Opting Presumptive Taxation Scheme while filing ITR? Know the Opt-in Opt-out Rules

Opting for Presumptive Taxation Scheme while filing ITR? Know the Opt-in Opt-out Rules

As per the Income-tax Act, a person engaged in business or profession is required to maintain regular books of account and further, he has to get his accounts audited. However, to give relief to small taxpayers from the tedious job of maintenance of books of account and from getting the accounts audited, the Income-tax Act has framed the presumptive taxation scheme under sections 44AD, 44ADA and 44AE.

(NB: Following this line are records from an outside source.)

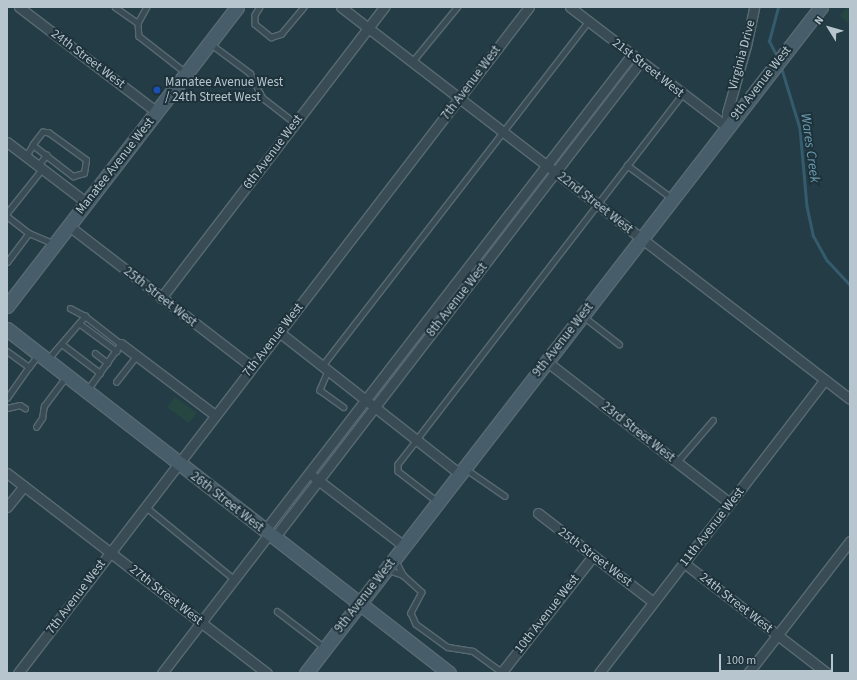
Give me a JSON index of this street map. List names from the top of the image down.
{
  "streets": {
    "street": [
      "Virginia Drive",
      "24th Street West",
      "21st Street West",
      "7th Avenue West",
      "9th Avenue West",
      "6th Avenue West",
      "Manatee Avenue West",
      "22nd Street West",
      "25th Street West",
      "8th Avenue West",
      "23rd Street West",
      "26th Street West",
      "11th Avenue West",
      "27th Street West",
      "10th Avenue West"
    ]
  },
  "crossings": [
    ["Virginia Drive", "21st Street West"],
    ["Virginia Drive", "9th Avenue West"],
    ["24th Street West", "Manatee Avenue West"],
    ["24th Street West", "11th Avenue West"],
    ["21st Street West", "9th Avenue West"],
    ["21st Street West", "8th Avenue West"],
    ["7th Avenue West", "22nd Street West"],
    ["7th Avenue West", "25th Street West"],
    ["7th Avenue West", "26th Street West"],
    ["7th Avenue West", "27th Street West"],
    ["9th Avenue West", "22nd Street West"],
    ["9th Avenue West", "23rd Street West"],
    ["9th Avenue West", "26th Street West"],
    ["6th Avenue West", "22nd Street West"],
    ["6th Avenue West", "25th Street West"],
    ["Manatee Avenue West", "25th Street West"],
    ["22nd Street West", "8th Avenue West"],
    ["22nd Street West", "11th Avenue West"],
    ["25th Street West", "11th Avenue West"],
    ["25th Street West", "10th Avenue West"],
    ["8th Avenue West", "26th Street West"],
    ["8th Avenue West", "27th Street West"],
    ["23rd Street West", "11th Avenue West"]
  ],
  "water": ["Wares Creek"],
  "places": ["Manatee Avenue West / 24th Street West"],
  "scale_bar": "100 m",
  "north": "top left"
}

What do you mean by presumptive taxation?

Presumptive taxation scheme lets the taxpayers declare their taxable income at a prescribed rate irrespective of actual profit/gains and in turn relieves them from the burden of maintaining regular books of account and getting the same audited.

For small taxpayers the Income-tax Act has framed presumptive taxation schemes as given below:

  • The presumptive taxation scheme of section 44AD for taxpayers engaged in any business
  • The presumptive taxation scheme of section 44ADA for taxpayers engaged in specified profession
  • The presumptive taxation scheme of section 44AE for taxpayers engaged in the business of plying, hiring or leasing of goods carriages

Who are eligible taxpayers who can claim presumptive taxation under Section 44AD?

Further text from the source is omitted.